# What you should do
When you have gone through the records below, state only how many lines include the word "lane".

# Information

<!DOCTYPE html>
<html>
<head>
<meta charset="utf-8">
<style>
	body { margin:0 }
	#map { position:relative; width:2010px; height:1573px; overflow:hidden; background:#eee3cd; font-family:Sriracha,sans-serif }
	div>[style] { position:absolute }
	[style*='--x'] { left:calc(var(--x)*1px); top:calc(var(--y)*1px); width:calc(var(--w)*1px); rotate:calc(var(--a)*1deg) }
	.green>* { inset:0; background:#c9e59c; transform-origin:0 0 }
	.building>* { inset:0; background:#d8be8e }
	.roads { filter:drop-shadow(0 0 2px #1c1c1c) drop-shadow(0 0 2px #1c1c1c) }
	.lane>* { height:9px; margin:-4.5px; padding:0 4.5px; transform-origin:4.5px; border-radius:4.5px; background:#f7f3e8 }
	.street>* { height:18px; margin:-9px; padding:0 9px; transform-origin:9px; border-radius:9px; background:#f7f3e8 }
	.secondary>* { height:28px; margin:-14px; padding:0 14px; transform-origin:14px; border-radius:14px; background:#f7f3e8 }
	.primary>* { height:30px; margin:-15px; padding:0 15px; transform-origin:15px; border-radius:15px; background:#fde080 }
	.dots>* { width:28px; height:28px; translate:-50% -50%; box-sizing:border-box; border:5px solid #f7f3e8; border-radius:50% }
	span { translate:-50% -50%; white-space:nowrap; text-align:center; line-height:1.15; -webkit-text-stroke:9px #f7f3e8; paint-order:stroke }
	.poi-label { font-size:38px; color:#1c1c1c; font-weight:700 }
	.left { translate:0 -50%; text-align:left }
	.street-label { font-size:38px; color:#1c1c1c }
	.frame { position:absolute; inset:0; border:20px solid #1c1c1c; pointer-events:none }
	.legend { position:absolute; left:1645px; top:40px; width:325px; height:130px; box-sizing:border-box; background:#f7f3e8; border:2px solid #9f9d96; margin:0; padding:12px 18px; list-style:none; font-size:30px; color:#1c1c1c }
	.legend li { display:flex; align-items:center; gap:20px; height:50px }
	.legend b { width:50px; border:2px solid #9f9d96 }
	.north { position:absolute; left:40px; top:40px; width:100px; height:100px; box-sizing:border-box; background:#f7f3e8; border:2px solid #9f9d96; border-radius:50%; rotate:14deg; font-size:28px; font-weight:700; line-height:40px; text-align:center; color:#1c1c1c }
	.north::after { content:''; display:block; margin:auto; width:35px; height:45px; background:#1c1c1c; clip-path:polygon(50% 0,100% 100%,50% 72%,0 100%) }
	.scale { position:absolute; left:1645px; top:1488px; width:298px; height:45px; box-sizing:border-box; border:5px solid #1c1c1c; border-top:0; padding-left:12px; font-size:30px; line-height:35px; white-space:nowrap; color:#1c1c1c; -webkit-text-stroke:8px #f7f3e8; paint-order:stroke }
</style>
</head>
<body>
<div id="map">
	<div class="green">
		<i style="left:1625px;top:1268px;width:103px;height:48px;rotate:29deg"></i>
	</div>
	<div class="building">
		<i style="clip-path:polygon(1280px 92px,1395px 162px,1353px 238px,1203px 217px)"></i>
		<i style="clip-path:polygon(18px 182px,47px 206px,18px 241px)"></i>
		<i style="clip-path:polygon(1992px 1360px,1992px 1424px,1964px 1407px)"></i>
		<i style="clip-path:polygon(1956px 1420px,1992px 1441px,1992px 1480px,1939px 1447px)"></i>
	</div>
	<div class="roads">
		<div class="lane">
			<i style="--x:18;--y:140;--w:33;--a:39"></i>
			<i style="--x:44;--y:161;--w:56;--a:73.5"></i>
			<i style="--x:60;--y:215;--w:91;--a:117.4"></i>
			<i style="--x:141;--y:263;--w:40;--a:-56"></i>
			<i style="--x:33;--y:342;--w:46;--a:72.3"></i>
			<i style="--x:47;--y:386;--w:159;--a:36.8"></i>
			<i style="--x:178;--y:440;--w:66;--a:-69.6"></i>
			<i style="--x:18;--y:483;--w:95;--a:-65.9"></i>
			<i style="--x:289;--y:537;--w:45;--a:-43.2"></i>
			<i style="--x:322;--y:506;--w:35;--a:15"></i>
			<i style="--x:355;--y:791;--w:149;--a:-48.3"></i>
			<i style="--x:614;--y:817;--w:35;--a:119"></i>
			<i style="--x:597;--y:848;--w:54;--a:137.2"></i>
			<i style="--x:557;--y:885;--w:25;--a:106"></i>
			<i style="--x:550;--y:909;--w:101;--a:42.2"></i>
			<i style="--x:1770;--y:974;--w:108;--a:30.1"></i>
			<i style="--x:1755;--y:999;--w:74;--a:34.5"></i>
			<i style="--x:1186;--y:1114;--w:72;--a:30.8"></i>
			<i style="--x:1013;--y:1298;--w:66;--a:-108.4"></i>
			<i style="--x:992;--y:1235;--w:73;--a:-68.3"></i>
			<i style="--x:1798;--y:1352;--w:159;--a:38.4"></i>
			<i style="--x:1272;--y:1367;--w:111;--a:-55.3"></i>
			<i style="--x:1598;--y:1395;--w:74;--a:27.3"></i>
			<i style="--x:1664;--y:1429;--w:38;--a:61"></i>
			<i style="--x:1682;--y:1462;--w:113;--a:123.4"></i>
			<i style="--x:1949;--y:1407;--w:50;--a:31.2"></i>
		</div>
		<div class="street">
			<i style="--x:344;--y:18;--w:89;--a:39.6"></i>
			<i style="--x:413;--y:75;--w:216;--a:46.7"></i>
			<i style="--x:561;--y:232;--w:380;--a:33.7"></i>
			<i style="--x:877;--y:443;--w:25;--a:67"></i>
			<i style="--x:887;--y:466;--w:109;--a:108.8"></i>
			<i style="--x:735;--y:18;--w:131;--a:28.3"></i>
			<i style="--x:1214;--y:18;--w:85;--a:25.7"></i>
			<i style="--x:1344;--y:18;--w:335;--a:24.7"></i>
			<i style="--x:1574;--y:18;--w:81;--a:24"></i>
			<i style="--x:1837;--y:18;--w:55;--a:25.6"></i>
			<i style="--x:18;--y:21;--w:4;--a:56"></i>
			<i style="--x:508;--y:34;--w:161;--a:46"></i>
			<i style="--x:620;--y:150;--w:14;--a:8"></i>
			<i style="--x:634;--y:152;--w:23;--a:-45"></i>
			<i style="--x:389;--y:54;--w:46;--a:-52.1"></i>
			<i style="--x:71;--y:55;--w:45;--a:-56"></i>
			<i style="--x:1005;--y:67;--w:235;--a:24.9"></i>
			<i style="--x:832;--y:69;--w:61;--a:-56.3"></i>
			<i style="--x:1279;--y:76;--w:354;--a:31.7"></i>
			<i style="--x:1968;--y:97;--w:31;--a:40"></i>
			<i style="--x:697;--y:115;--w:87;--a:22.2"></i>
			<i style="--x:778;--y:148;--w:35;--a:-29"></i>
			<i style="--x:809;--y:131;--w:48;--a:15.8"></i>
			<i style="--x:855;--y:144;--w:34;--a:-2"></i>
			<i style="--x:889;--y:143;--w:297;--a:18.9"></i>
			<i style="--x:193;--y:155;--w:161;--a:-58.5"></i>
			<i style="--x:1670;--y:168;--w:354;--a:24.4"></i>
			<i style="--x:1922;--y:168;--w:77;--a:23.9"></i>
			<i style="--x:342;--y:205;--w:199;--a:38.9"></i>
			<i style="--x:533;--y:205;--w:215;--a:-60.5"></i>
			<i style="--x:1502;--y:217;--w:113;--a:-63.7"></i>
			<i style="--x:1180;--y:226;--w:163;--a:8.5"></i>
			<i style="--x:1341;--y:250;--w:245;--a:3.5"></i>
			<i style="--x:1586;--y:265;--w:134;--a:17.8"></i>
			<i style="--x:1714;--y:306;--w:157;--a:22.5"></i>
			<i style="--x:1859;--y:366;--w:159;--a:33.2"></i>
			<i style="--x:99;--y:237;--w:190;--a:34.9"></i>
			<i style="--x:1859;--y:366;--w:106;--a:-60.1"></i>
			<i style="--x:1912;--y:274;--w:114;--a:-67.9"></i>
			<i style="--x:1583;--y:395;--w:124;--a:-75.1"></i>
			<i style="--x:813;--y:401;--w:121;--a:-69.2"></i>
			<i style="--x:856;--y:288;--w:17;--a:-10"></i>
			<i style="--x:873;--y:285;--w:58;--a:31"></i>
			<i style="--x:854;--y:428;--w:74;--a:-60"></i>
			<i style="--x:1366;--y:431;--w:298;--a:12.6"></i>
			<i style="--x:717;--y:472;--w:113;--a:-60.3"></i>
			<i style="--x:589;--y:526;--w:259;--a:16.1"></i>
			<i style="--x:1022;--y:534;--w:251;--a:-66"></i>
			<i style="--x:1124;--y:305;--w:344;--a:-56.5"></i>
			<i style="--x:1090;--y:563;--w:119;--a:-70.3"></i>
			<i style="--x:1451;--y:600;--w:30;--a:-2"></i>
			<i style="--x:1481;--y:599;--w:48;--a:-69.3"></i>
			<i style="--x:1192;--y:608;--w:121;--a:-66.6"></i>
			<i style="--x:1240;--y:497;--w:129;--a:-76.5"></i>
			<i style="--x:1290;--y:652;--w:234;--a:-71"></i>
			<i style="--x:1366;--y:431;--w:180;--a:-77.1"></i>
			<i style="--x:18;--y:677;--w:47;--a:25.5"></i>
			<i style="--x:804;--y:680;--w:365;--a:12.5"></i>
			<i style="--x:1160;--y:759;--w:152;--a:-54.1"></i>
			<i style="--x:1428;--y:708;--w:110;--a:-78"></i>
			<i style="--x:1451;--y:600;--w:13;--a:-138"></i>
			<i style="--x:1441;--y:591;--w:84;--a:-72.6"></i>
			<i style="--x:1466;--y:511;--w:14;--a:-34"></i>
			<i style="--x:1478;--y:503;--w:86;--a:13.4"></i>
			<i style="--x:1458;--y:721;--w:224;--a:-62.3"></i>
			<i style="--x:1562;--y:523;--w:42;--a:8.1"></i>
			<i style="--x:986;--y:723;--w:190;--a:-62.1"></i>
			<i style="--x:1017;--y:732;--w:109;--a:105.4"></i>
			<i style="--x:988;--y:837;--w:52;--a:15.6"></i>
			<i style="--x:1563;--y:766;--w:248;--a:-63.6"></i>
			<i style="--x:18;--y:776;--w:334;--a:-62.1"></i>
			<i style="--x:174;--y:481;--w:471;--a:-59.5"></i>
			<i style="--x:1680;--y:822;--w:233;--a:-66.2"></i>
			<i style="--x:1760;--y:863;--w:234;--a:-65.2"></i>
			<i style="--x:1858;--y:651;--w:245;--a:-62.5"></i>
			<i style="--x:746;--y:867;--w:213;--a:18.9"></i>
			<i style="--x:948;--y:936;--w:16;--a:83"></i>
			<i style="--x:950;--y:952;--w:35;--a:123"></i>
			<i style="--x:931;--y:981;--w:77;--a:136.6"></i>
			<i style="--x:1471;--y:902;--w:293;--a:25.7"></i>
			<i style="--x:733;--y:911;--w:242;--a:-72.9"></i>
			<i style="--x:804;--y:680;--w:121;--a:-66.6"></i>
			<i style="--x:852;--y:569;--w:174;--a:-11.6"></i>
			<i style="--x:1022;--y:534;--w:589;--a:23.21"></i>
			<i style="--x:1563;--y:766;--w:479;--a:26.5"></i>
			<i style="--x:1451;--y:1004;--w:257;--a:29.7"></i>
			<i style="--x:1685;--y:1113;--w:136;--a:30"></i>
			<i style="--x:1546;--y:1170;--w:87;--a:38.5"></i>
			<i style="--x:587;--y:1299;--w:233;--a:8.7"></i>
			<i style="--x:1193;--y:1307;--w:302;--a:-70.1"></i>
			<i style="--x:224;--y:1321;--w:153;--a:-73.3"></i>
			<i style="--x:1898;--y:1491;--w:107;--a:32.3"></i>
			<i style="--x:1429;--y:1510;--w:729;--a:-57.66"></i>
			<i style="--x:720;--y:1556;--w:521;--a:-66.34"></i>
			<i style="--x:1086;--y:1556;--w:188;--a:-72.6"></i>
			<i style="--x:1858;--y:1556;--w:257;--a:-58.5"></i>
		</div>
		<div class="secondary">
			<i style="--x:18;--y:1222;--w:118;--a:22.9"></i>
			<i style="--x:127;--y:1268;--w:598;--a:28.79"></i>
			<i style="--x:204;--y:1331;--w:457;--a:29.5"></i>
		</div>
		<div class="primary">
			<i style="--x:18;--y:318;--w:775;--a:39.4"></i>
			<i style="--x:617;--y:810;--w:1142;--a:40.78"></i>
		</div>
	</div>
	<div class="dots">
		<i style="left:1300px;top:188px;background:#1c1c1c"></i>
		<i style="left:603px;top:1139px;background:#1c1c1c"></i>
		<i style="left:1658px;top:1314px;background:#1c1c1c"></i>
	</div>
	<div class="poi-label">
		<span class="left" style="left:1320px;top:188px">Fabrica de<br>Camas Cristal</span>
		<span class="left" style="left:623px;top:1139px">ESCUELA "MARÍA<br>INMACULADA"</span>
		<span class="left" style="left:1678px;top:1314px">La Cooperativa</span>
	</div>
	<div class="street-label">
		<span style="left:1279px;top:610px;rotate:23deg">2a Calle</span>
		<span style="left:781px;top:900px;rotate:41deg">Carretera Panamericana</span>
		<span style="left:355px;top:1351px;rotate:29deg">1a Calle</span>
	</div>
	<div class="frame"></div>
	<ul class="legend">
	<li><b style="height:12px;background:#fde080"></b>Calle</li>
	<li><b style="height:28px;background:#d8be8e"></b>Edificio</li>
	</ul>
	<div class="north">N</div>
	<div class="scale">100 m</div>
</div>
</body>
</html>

# Output of the exercise
2